Ordinance prohibiting campers should be changed

By Earl Monroe


Dear Editor:

Responding to the May 4 letter from Deanne Simmons, Delta, entitled "Camper living should be allowed," I emphatically agree with her every well-stated point. She gives a half dozen excellent reasons for changing the city's official attitude and asks three entities, the mayor, city manager and city council, to change the ordinance against living in a camper (trailer/RV/whatever name one might use) on private property in order to help or be helped by the property owner.

Please, you powers that be, read her letter with empathy for those not well off economically or who don't have work or good health. Do pay attention when she says, "Let's help people who need help!"

Yes, I know the ordinance. I was given copies of its several parts when my daughter and her two young daughters were asked to leave my property in their RV. Her husband, an industrial welder, was out of work. They planned to put the girls into school here. They could not afford commercial parking when he had no work. When I bought my property, not in the city then, I put in proper sewer and underground electrical service for a camper (I was then a volunteer doing trail maintenance for the Forest Service and towed my own camper.) My feeling is that Delta stole my privacy rights when they annexed our area into the city and imposed discriminating ordinances.
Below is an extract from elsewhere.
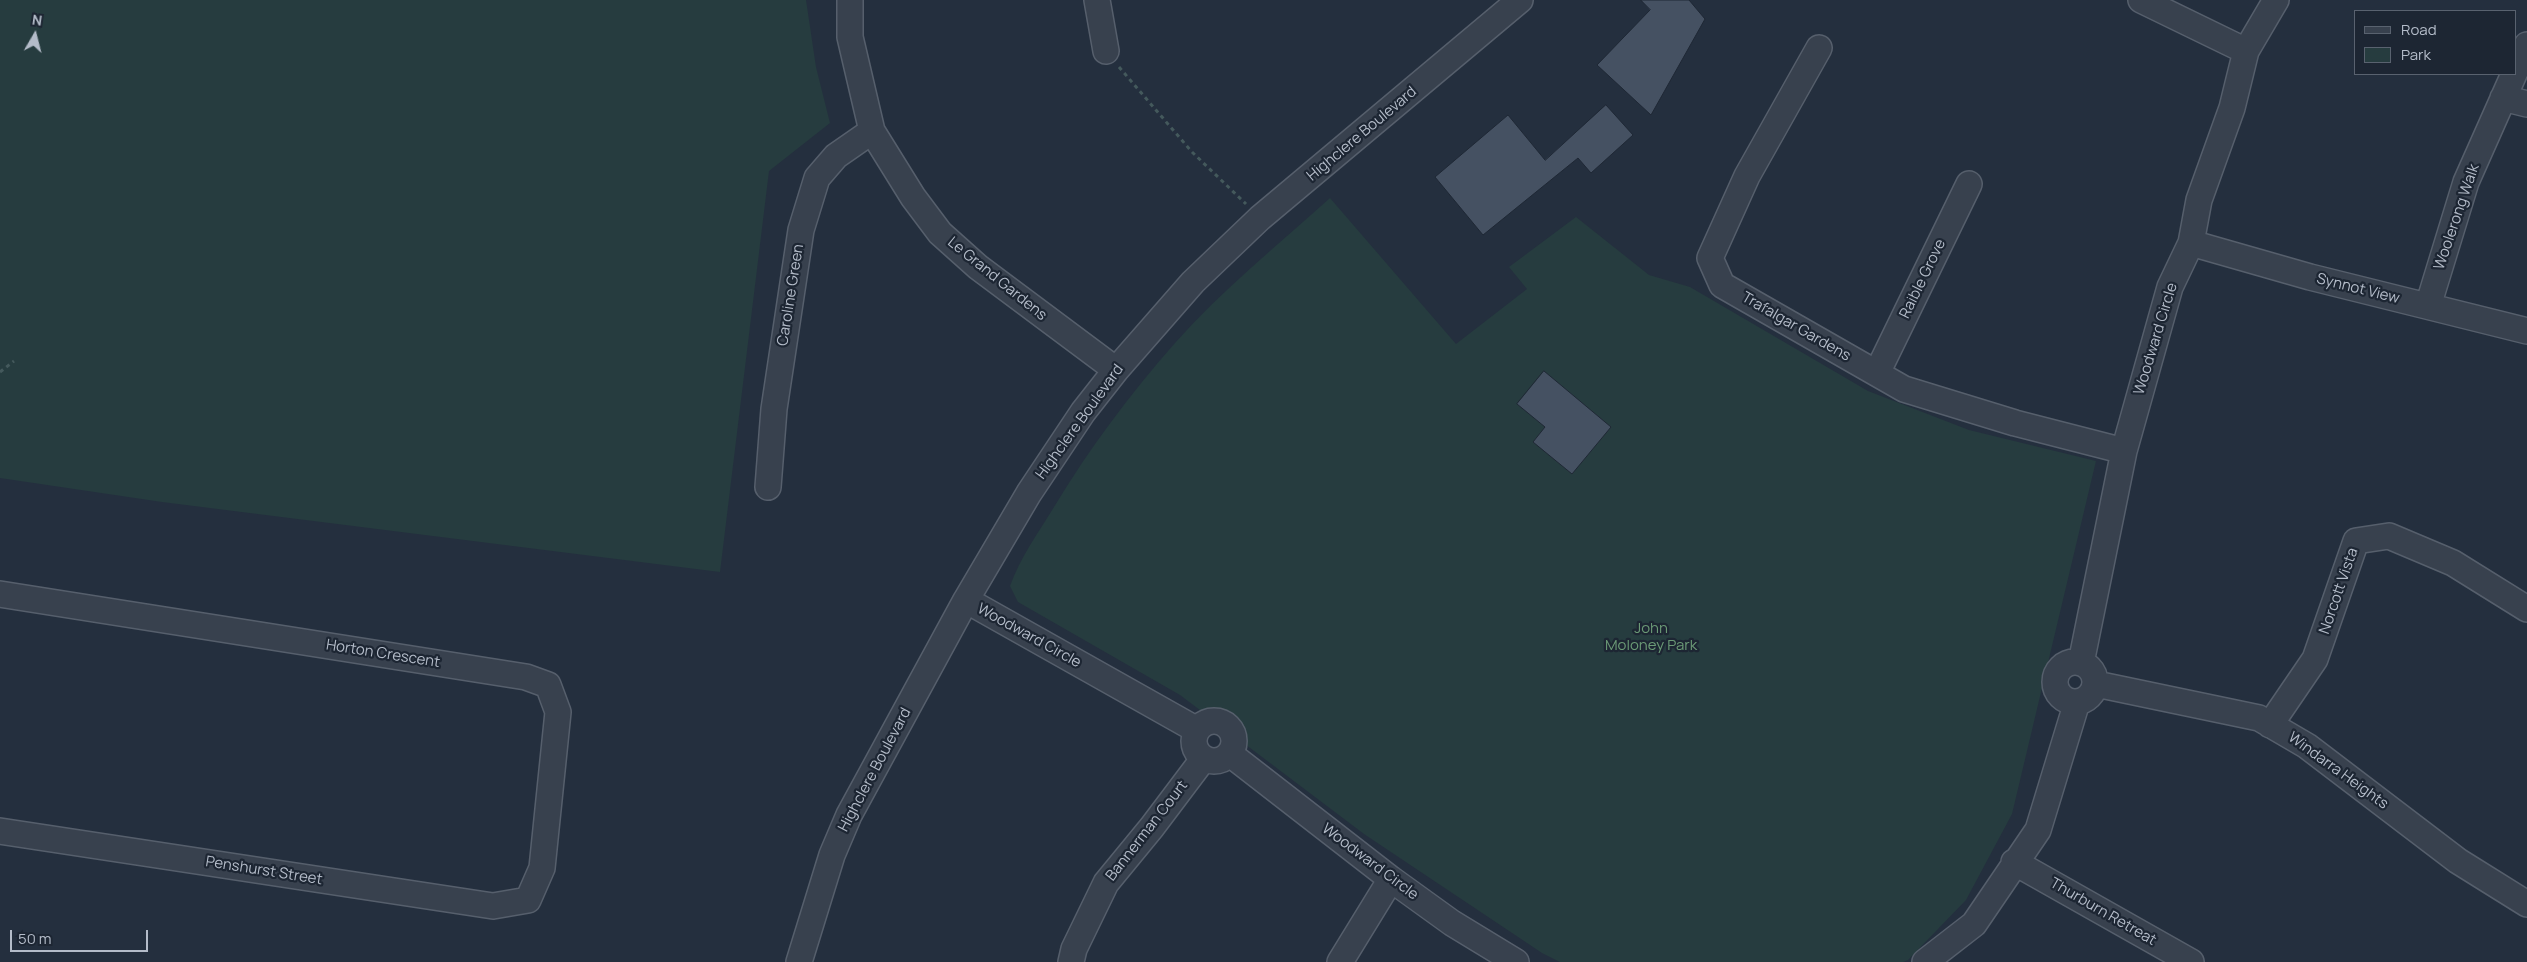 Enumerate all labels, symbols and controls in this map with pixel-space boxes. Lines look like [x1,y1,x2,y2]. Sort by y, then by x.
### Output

I taught school for over 40 years, the last 38 at Delta High. In my 80s now, not able to do many things, so my daughter was helping me get along in exchange for a place to park. She's now living in the basement of her sister's very overcrowded house in another state. Her husband is thoufillsands of miles away in yet another state on a job that will last only a few weeks, as all do now when most industries are cutting back, then it's search the U.S. for another. I'll be leaving Delta as soon as it's financially possible.